It is often said that history is written by the victors. Many times, this is meant to convey the unreliability of the story being told, and recognizing there is a very different story (or stories) not being told at the same time. It is akin to there being three sides to every story: your side, my side, and the truth. The idea is that the experience is so personalized and individual, that it is impossible for anyone to capture an objective truth given their own personal history, beliefs, feelings, and thoughts.
For all the downsides of this truth of storytelling, and there are many, there is a possible upside when it comes to telling our own stories. None of us gets to dictate all the action in the story that is our life. Our lives are filled with people other than ourselves, thank goodness! Every day the world around us experiences events and circumstances entirely outside of our control.
We could recognize these facts and see ourselves as little more than a leaf falling from a tree that is powerless to control where it lands. Alternatively, we could accept these truths and then decide how we want to spin them in telling the story that is our life, for each of us is the author of our own autobiography, wittingly or not. We are crafting the story in our head even if nowhere else. In this we get to choose the adjectives we use, the color we put on it those events and circumstances whether they were or are in our control or not. If we have the power of the pen, why would we not make it a positive one, one where we have the agency?

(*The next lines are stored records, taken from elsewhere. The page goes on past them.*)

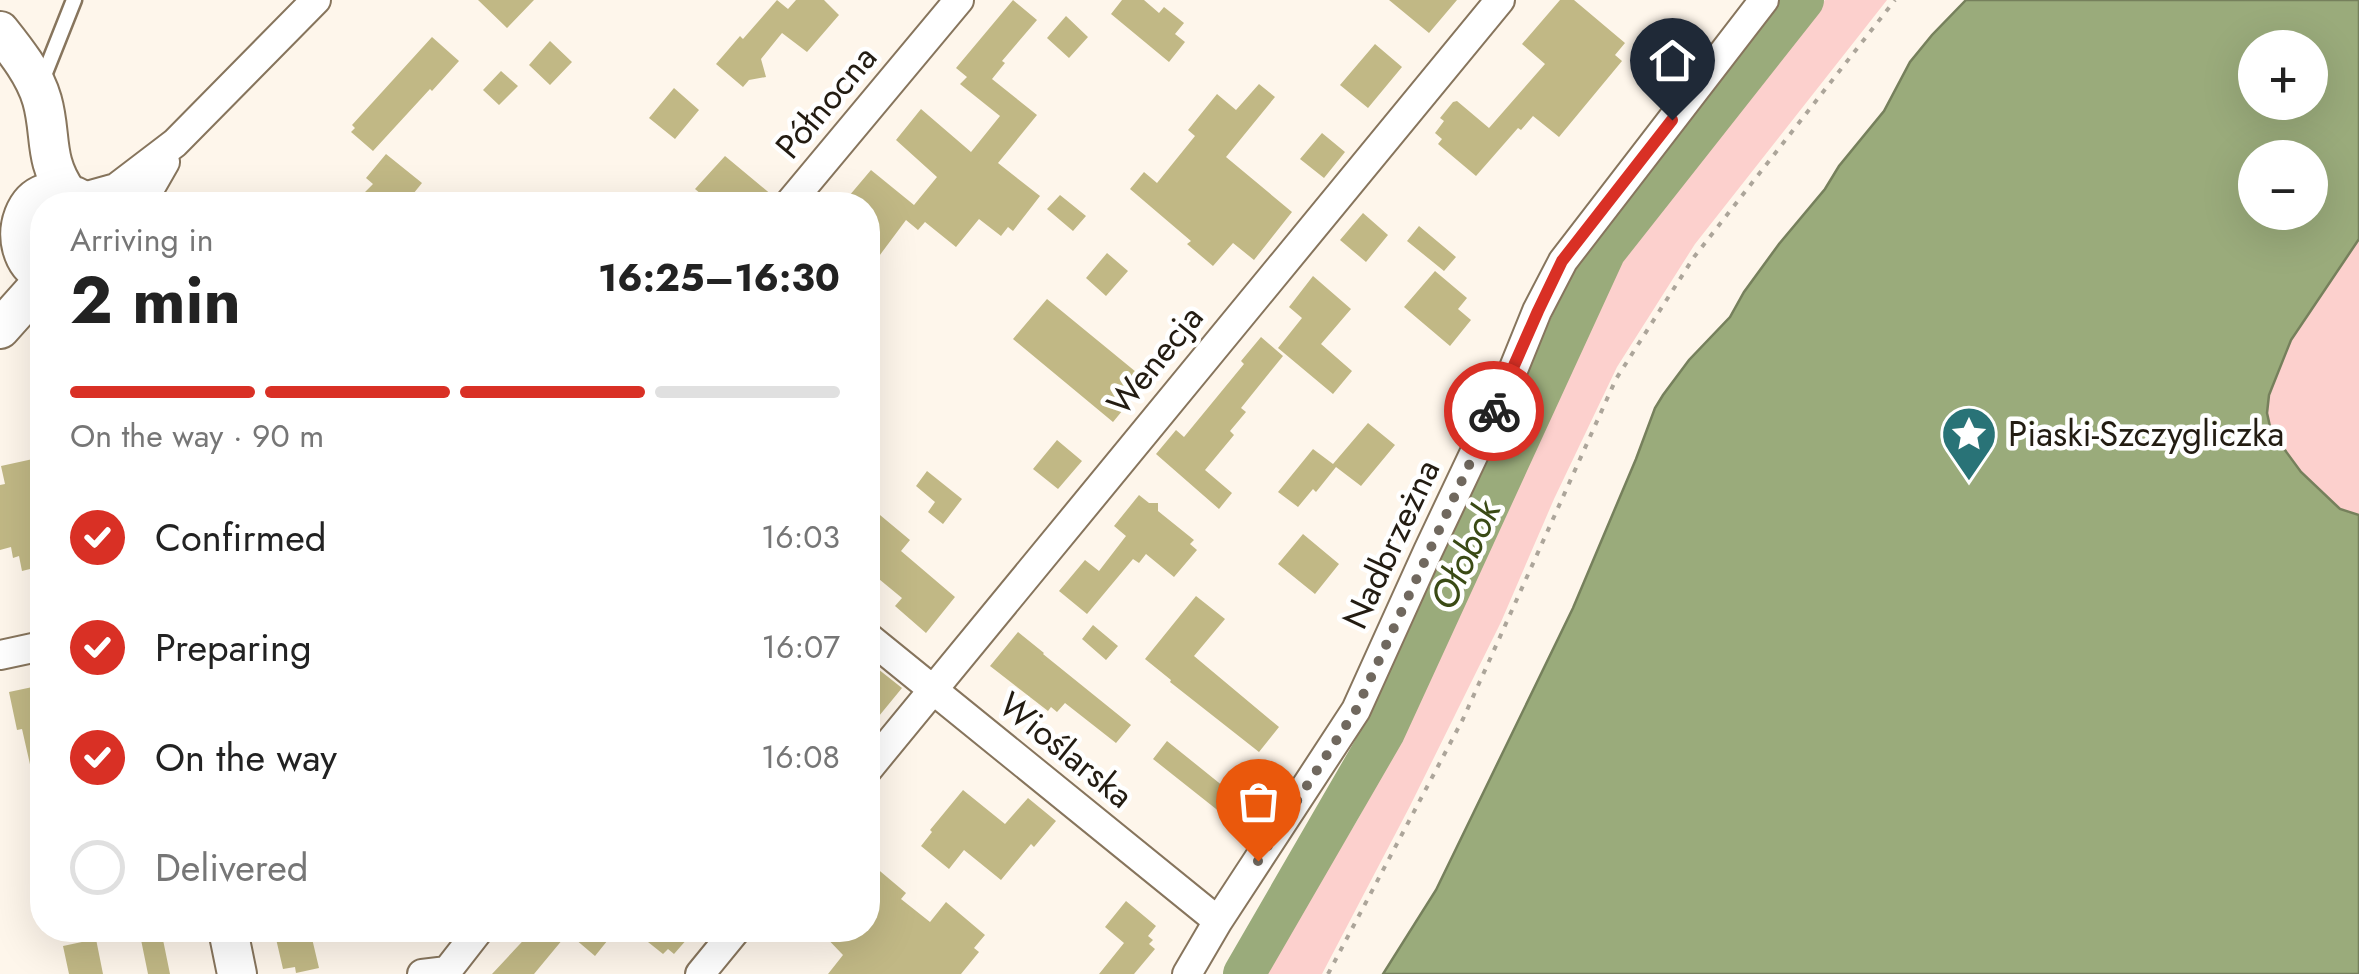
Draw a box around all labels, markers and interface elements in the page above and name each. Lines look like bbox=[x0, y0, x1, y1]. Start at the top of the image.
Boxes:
pin bbox=[1630, 18, 1715, 121]
map controls bbox=[2238, 30, 2328, 230]
button: + bbox=[2238, 30, 2328, 120]
icon: home bbox=[1645, 33, 1700, 88]
street label: Północna bbox=[764, 34, 888, 170]
button: − bbox=[2238, 140, 2328, 230]
text: Arriving in bbox=[70, 217, 214, 263]
text: 16:25–16:30 bbox=[598, 250, 840, 305]
text: 2 min bbox=[70, 253, 241, 347]
street label: Wenecja bbox=[1095, 294, 1215, 426]
courier bbox=[1444, 361, 1544, 461]
icon: bike bbox=[1467, 384, 1522, 439]
place icon: Piaski-Szczygliczka bbox=[1939, 404, 1999, 483]
place label: Piaski-Szczygliczka bbox=[2008, 409, 2284, 459]
text: On the way · 90 m bbox=[70, 413, 324, 459]
street label: Nadbrzeżna bbox=[1330, 451, 1452, 637]
water label: Ołobok bbox=[1415, 489, 1515, 619]
icon: check bbox=[70, 510, 125, 565]
text: Confirmed bbox=[155, 510, 326, 565]
text: 16:03 bbox=[761, 514, 840, 560]
icon: check bbox=[70, 620, 125, 675]
text: Preparing bbox=[155, 620, 312, 675]
text: 16:07 bbox=[762, 624, 840, 670]
street label: Wioślarska bbox=[988, 680, 1144, 820]
icon: check bbox=[70, 730, 125, 785]
text: On the way bbox=[155, 730, 337, 785]
text: 16:08 bbox=[761, 734, 840, 780]
pin bbox=[1216, 759, 1301, 862]
icon: bag bbox=[1231, 774, 1286, 829]
text: Delivered bbox=[155, 840, 308, 895]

As I published Get Out of My Head and did more interviews, one thing I wondered and worried about was how applicable the ideas I shared truly were to people in situations very different from my own. Given what was going on at the time, I specifically wondered if my ideas and exercises had any applicability to people like those in Ukraine who were literally living in a war zone. Sure, this mindset works fine in a rich and safe country, but what about those living in a bunker, or even something less dire?
That led me to play out the alternative. What if everyone in Ukraine resigned themselves to seeing themselves solely as victims after the Russian invasion, and told themselves how unlucky they were to have been invaded but there was nothing to do but lament their fate? Would that have made them safer or the situation better?
Or is recognizing that yes, the invasion is horrible, and yes, I can and will now act to fight against it more productive? Seeing how President Volodymyr Zelensky and the Ukrainian people responded, can there be any doubt as to the correct answer?
The historian, if they are scrupulous, cannot and will not make up events that never occurred or change the “facts on the ground.” The historian does, however, have the power of the pen in deciding how to tell the story of those events. What objective details to include or exclude, what subjective assessments to put upon the events, what adverbs and adjectives to use.
Each of us is our own personal historian. While when reading any history written by someone else, we should keep in mind that “history is written by the victors” as a reminder to be more skeptical than we might otherwise be, when it comes to telling our own tale, we can instead use it to our advantage.
This is my one life. I fully intend to be victorious. At least that’s the story I’m going to keep telling myself.